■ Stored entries
.....

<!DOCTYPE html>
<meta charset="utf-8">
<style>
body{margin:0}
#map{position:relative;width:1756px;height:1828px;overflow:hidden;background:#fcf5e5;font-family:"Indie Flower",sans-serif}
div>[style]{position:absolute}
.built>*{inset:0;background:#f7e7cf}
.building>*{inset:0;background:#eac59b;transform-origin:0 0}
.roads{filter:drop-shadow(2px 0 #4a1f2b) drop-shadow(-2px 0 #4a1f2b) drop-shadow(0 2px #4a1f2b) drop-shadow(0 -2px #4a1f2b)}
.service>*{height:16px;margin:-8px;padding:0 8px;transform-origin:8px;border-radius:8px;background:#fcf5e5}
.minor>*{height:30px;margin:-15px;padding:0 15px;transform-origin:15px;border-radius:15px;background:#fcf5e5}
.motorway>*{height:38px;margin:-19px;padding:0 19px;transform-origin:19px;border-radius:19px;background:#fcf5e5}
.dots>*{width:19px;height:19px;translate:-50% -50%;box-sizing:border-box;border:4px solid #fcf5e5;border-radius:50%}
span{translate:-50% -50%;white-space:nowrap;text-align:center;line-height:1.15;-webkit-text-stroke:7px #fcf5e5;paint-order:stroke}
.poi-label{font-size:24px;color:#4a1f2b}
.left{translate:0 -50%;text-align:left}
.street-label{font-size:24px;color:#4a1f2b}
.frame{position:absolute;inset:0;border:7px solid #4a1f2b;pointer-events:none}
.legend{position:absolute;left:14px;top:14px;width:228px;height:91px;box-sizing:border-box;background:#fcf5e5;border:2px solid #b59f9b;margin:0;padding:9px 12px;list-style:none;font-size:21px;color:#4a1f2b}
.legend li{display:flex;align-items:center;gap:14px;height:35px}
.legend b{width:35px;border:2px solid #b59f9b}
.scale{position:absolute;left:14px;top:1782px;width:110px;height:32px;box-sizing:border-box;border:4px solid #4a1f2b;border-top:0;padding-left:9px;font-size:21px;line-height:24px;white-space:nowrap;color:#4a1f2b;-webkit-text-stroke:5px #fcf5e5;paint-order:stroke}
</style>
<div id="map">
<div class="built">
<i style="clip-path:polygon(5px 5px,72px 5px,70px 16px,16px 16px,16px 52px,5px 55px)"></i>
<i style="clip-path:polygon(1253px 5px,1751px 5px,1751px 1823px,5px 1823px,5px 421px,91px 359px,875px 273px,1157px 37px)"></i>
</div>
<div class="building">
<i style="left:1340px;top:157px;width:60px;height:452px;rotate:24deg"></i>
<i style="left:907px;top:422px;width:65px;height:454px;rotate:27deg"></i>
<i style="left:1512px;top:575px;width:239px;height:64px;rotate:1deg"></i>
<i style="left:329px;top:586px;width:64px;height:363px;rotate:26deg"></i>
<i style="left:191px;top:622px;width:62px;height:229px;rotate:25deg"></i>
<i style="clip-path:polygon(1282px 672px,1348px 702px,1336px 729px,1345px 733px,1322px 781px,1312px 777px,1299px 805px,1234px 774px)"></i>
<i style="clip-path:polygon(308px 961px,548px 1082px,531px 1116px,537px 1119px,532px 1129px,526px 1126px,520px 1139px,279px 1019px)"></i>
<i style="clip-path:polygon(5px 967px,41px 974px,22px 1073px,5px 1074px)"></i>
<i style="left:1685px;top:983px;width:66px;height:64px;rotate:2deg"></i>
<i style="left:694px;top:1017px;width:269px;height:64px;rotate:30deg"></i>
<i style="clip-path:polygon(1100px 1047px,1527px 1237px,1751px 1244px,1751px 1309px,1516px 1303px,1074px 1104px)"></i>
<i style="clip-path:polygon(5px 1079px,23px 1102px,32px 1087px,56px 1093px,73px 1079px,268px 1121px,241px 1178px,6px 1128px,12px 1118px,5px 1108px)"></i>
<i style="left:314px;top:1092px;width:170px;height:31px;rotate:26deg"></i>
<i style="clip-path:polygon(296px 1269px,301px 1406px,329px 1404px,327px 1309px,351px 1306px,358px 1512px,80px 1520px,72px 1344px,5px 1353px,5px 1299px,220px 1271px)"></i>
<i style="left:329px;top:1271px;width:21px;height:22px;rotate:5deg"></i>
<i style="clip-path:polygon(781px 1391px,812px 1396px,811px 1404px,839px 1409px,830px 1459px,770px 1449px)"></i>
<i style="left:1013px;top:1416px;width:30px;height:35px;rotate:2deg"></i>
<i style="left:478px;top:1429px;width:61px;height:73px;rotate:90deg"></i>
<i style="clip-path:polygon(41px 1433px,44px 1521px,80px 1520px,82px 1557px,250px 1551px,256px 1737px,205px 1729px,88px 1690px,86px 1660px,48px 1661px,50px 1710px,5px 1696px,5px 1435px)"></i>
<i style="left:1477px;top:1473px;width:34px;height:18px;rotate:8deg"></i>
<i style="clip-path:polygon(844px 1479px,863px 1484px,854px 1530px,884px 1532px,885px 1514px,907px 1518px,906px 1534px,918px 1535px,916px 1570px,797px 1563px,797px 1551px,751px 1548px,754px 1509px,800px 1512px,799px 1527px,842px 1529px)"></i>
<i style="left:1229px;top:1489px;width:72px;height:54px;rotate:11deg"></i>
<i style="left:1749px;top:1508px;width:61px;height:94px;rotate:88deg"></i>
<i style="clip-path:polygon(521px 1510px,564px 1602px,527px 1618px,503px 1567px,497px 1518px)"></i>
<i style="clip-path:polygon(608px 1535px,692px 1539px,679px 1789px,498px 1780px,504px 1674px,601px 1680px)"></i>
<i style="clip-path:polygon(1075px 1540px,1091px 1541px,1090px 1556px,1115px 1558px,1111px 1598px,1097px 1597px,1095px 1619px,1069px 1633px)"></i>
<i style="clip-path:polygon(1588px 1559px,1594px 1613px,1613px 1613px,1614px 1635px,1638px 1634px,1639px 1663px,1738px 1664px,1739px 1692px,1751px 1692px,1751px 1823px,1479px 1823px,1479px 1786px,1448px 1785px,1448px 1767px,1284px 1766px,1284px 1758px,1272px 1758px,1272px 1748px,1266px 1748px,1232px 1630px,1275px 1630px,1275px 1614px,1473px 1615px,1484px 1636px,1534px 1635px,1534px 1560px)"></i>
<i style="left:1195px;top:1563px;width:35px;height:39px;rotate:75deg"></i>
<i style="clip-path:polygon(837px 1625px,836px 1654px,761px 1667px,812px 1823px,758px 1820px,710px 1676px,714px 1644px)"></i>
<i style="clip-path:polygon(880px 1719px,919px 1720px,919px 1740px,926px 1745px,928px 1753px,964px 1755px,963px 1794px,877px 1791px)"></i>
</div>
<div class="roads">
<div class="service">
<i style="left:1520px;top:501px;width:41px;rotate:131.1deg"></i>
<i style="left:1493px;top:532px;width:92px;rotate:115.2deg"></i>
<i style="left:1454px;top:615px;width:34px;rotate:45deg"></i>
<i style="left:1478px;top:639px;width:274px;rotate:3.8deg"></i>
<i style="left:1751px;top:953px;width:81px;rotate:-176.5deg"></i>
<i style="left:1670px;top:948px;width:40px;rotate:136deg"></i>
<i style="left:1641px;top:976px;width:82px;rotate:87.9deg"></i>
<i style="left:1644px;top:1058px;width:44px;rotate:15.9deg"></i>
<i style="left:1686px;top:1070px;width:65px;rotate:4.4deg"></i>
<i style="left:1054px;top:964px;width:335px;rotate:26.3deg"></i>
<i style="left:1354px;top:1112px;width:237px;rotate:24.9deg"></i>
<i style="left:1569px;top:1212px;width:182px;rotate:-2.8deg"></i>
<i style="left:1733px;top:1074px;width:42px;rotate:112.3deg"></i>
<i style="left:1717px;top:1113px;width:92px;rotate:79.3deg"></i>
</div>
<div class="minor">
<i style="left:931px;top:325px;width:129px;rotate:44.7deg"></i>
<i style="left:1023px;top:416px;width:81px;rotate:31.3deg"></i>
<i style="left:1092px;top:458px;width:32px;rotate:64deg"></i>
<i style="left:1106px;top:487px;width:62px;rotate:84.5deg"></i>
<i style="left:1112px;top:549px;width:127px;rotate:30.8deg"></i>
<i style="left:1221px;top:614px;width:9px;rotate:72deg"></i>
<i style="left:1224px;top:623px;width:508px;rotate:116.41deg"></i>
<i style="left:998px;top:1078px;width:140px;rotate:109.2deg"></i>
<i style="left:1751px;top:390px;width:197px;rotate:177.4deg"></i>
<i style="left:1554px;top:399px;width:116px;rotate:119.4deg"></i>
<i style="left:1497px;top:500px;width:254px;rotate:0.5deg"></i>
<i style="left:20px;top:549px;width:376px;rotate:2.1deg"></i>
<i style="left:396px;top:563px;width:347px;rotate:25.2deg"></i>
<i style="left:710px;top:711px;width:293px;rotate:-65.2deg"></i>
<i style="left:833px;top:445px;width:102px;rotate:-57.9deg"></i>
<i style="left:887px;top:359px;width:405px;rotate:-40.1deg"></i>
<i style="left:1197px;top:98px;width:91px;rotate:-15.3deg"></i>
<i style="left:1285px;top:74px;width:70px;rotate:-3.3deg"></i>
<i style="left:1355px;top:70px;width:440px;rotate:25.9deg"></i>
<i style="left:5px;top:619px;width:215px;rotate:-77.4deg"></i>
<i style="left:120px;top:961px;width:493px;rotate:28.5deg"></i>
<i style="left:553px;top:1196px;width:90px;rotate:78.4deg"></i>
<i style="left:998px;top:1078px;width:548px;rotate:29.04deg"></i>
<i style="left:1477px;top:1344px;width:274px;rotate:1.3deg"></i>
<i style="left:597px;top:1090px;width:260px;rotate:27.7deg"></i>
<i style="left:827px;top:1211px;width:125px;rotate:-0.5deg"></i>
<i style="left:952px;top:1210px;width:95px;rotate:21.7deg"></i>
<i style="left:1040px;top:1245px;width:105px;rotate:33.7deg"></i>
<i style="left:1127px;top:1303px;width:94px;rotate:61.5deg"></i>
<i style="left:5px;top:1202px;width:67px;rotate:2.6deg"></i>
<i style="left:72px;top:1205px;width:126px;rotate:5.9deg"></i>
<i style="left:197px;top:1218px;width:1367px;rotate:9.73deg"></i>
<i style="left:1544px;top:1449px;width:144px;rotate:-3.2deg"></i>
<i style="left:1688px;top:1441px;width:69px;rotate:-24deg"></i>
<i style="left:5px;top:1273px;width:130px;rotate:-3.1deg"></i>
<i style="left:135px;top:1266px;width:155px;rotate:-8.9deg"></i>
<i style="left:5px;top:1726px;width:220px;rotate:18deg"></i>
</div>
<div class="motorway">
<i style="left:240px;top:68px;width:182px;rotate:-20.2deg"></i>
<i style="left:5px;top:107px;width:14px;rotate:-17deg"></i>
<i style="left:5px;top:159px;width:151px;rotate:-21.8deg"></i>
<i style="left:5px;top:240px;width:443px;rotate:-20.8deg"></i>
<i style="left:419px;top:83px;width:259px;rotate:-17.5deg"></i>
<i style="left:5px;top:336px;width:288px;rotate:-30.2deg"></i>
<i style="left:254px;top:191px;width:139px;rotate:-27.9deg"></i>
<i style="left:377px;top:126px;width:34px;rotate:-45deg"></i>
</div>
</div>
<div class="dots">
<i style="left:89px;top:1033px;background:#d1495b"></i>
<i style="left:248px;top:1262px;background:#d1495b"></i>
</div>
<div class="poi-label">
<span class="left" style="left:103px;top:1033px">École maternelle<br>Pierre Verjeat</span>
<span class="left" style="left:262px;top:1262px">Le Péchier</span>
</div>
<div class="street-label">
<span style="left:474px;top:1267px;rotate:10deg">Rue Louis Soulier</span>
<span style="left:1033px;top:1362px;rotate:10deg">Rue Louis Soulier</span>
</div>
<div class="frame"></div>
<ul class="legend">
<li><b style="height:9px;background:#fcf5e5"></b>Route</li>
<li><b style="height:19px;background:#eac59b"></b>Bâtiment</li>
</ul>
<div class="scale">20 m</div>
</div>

.....

■ Task directions
Return each line of the entries that holds the string "service".

■ Exercise answer
.service>*{height:16px;margin:-8px;padding:0 8px;transform-origin:8px;border-radius:8px;background:#fcf5e5}
<div class="service">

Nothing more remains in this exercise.